By David Rusk
Revised December 8, 2021
First Published by Black and Red United, May 1, 2019
Preface: This is the nineteenth in a series of Tales from Buzzard Point that explores the rich traditions and myths surrounding the legendary DC United soccer team and its fabled history at Buzzard Point. The Tales from Buzzard Point are historical fiction and parody.
Editor's Note: With Sporting Kansas City making its inaugural visit to Buzzard Point on Sunday, May 12, all DC United fans should be aware of the following story in The Evening Star which explains the strange (but increasingly common) events to be expected in the forthcoming match.
FTC Penalizes Sporting Kansas City for Deceptive Packaging
The Evening Star
May 1, 2019
By a 3-2 margin, the Federal Trade Commission ruled today against Sporting Kansas City, a professional soccer club in Major League Soccer. The decision if the FTC panel indicated that the club is practicing a “deceptive act” and is violating the Fair Packaging and Labeling Act (15 U.S.C. ch. 39).
As a penalty, for every game at Buzzard Point, the visiting club must submit to at least one VAR ruling that could possibly result in canceling a Sporting Kansas City goal, award a penalty kick to DC United, or confirm a disputed DC United goal.
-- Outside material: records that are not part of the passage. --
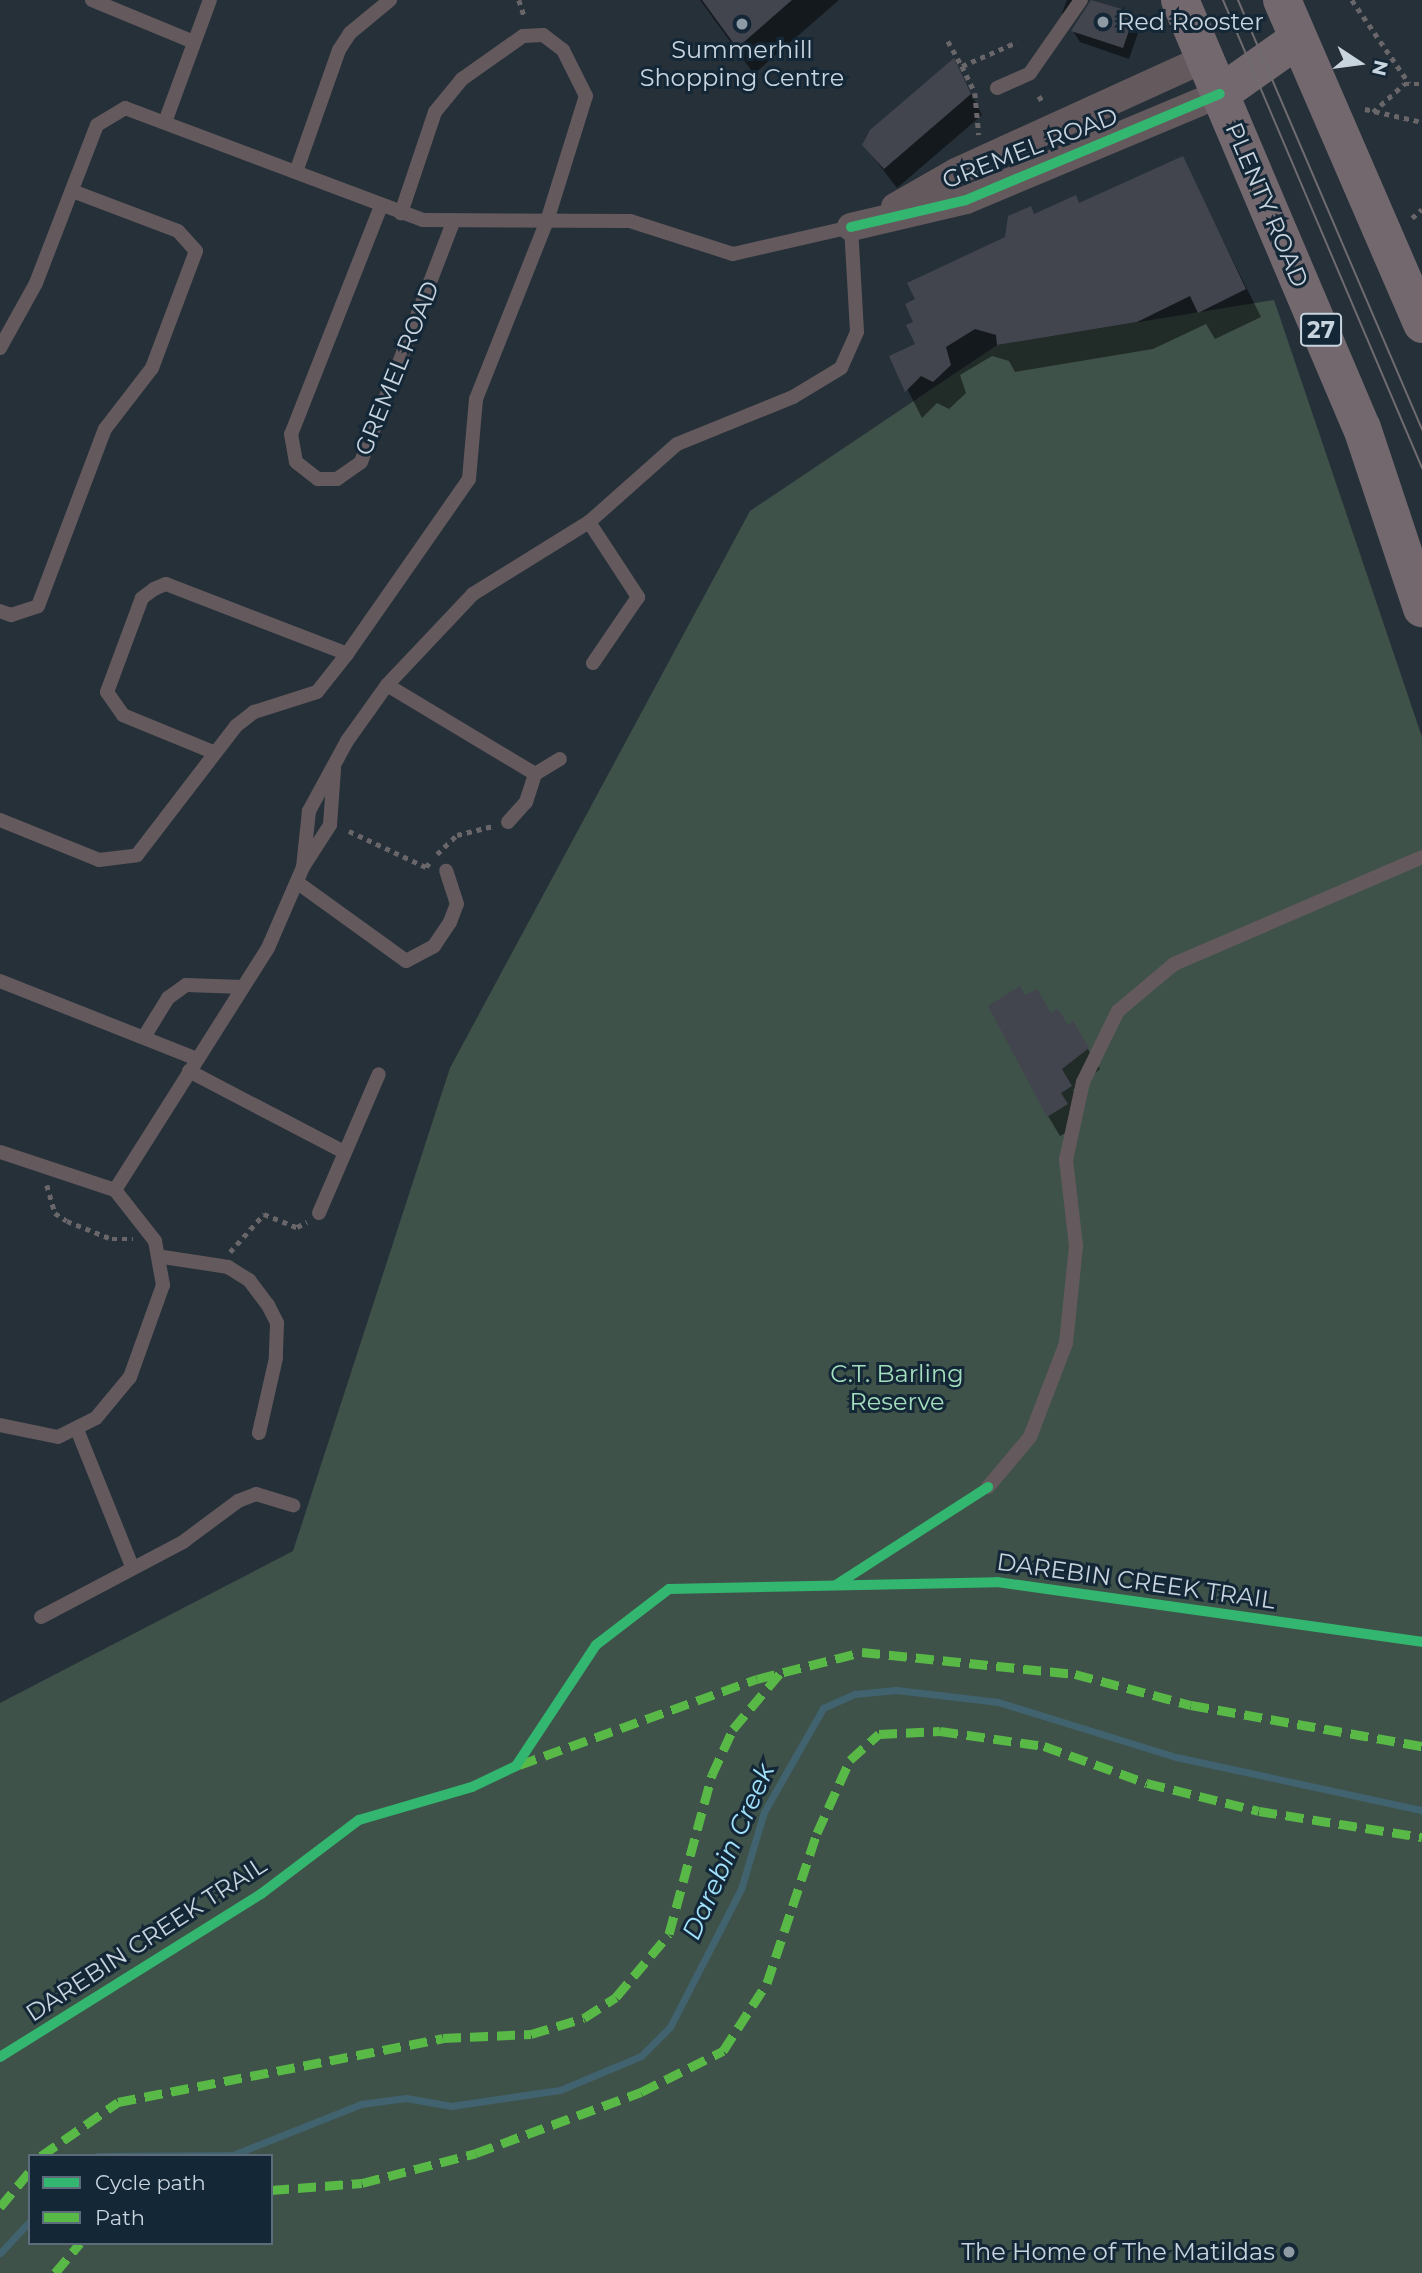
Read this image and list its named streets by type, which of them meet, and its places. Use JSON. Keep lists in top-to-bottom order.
{
  "streets": {
    "highway": ["PLENTY ROAD", "27"],
    "street": ["GREMEL ROAD"],
    "cycle path": ["DAREBIN CREEK TRAIL"]
  },
  "crossings": [
    ["GREMEL ROAD", "PLENTY ROAD"]
  ],
  "water": ["Darebin Creek"],
  "parks": ["C.T. Barling Reserve"],
  "places": ["Red Rooster", "Summerhill Shopping Centre", "The Home of The Matildas"],
  "legend": ["Cycle path", "Path"],
  "north": "right"
}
An FTC spokesperson explained that:
To all the world outside the state of Kansas, Kansas City means Kansas City, Missouri, but the club’s Children’s Mercy Park is actually located in Kansas City, Kansas. The Commission majority ruled that such is clearly deceptive packaging in an effort to associate the club with a more prestigious community.
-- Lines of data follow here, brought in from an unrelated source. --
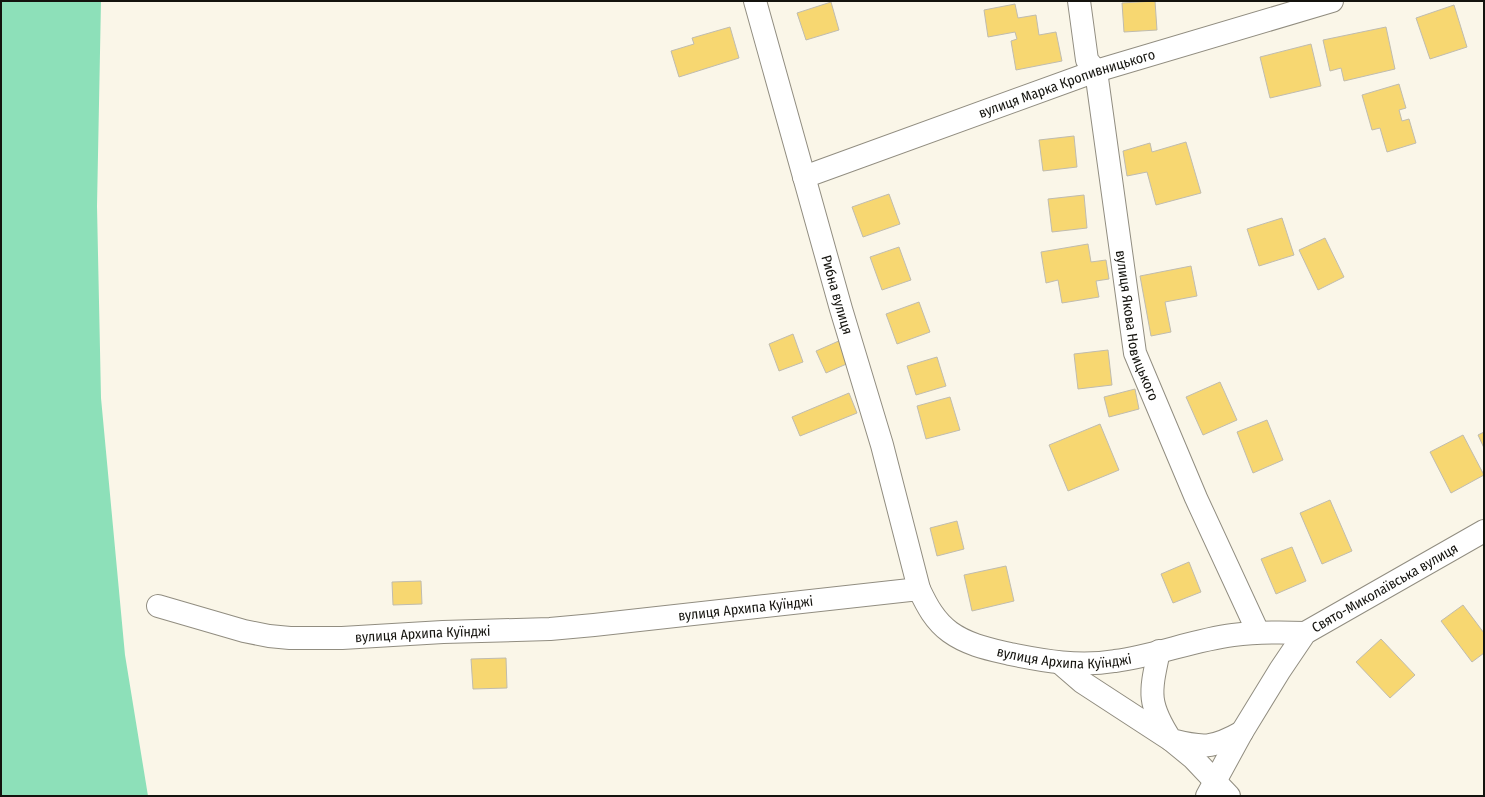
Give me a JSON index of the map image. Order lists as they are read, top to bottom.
{
  "streets": {
    "street": [
      "вулиця Марка Кропивницького",
      "Рибна вулиця",
      "вулиця Якова Новицького",
      "Свято-Миколаївська вулиця",
      "вулиця Архипа Куїнджі"
    ]
  },
  "crossings": [
    ["вулиця Марка Кропивницького", "Рибна вулиця"],
    ["вулиця Марка Кропивницького", "вулиця Якова Новицького"],
    ["Рибна вулиця", "вулиця Архипа Куїнджі"],
    ["вулиця Якова Новицького", "вулиця Архипа Куїнджі"],
    ["Свято-Миколаївська вулиця", "вулиця Архипа Куїнджі"]
  ]
}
The FPLA clearly requires that the name and place of business of the manufacturer, packer, or distributor be accurately stated. The fair labeling provision was enacted in the post-war years when many Japanese exports went through final assembly in the city of Usa, Japan so that they could be labeled “Made in USA.”
The FTC ruled had previously ruled by a 3-2 margin to penalize the Colorado Rapids, Minnesota United, and New England Revolution. The clubs were required to re-label themselves to reflect their actual location. For instance, the Colorado Rapids could be more accurately called Commerce City Rapids because of their location in Rapid City. Similarly, Minnesota could be named the St. Paul United, and the New England team could be called the Foxboro Revolution. If they refused to rename their teams, the clubs would be subject to one adverse VAR ruling per game at Buzzard Point.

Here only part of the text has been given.